Normal living BC, was I think in my opinion a lot easier than it is now I could do so many things and while doing them or after being done with them didn't cause me any problems, going for walks with the dogs around the block, going up steps, parking in the back of the parking lot and walking to the store and then all through the store, picking up items around the house, carrying laundry, doing dishes, working in the garden, unpacking the car after going shopping...these are just some of the things that change for some people when they get Cancer or any disease that slows them down, they can and do get back up to speed but their life is never the same "Normal" that it was before, they get tired out more easily, and if their just starting chemo or if they are already way into the treatment or if they are just finishing the treatment they have a long road ahead of them to "Normal", this I know from experience I was well on my way back to "normal" when i got hit with a brick that the fluid to make the tumors was present I had surgery again to have a mediport put in and now I go to the Dr. every 2 months, I go for a port flush every month and during the same week i see the dr. i go in for bloodwork 2 days before. when i am at home it is a struggle to go up the steps, its a struggle to keep up with the laundry, house work, the cleaning of the flower beds. etc.....And I am reminded every day that I have cancer i just have to look down on my left breast and there it is the port.
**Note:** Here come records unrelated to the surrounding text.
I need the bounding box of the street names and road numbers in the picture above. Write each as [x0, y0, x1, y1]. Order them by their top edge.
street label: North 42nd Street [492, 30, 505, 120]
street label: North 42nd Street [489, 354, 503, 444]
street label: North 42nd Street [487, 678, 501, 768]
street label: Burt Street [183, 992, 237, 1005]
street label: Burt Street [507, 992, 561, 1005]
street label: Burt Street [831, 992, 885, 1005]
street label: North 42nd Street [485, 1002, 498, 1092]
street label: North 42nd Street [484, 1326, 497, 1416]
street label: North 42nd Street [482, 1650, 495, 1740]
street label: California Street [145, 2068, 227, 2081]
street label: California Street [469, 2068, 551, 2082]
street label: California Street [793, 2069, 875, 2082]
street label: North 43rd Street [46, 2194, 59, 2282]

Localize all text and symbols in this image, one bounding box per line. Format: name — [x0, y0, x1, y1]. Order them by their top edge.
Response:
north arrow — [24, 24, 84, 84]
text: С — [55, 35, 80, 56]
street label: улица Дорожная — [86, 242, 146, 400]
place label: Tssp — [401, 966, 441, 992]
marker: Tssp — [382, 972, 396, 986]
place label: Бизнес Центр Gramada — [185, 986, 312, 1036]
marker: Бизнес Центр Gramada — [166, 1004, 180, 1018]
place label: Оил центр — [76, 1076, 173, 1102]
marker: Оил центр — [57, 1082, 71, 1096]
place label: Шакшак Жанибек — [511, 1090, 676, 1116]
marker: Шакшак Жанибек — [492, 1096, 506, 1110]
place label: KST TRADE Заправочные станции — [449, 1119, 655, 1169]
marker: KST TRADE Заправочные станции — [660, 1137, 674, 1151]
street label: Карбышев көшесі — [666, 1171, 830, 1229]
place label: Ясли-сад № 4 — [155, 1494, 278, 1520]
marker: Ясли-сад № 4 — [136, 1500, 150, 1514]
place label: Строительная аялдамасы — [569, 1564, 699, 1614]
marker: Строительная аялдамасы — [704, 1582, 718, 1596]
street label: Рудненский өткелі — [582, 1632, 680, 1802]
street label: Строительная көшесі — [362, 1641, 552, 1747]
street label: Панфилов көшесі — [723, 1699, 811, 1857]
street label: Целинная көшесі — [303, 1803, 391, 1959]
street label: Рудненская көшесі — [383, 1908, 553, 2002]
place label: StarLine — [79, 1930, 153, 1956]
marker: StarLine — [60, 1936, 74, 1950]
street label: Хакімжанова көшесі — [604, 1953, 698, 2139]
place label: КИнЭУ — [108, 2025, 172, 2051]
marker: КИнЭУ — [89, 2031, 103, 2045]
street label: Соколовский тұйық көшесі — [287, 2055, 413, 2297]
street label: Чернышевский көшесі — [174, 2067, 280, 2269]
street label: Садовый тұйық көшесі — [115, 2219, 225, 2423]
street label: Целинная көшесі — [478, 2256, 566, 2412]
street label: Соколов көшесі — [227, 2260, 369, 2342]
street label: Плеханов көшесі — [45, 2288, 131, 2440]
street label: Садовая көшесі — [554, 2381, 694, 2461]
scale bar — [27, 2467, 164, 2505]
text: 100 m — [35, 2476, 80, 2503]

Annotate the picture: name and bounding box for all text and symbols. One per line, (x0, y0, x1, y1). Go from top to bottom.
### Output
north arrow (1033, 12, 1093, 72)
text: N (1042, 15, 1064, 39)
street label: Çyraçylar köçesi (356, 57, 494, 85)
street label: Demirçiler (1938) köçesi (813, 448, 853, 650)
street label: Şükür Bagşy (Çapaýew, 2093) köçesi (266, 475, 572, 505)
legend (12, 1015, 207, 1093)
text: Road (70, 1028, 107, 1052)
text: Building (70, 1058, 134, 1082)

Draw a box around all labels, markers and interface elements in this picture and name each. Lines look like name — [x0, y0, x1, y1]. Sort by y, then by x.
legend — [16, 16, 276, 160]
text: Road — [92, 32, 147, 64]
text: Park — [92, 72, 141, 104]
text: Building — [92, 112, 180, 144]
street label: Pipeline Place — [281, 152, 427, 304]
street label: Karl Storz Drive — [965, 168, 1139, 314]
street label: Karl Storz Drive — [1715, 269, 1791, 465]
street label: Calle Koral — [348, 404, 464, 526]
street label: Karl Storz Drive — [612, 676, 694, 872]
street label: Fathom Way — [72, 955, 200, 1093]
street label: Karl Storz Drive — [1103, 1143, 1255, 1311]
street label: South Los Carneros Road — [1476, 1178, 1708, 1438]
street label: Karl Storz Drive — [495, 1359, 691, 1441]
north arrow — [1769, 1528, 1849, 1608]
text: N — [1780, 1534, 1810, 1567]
I don't even have to look down when i rub my breast or do my breast exam for breast cancer i feel the port..But with all the negative in my life I for myself try to make Living my life as normal as possible I just take my time doing what i have to do and i rest or nap when i am tired....When I go to the Store I park in the handicapped spot for I have a Handicapped plaque, otherwise I am out of breathe before I even get to the door, I have a hard time holding things and when i'm lucky enough not to break a dish (because it slipped out of my hands), or drop a bottle, or when I am able to type on the computer that is when I really love my life
and when i get the energy i do take the dogs for a walk around the block...or maybe its that they take me for a walk around the block I love my life then too.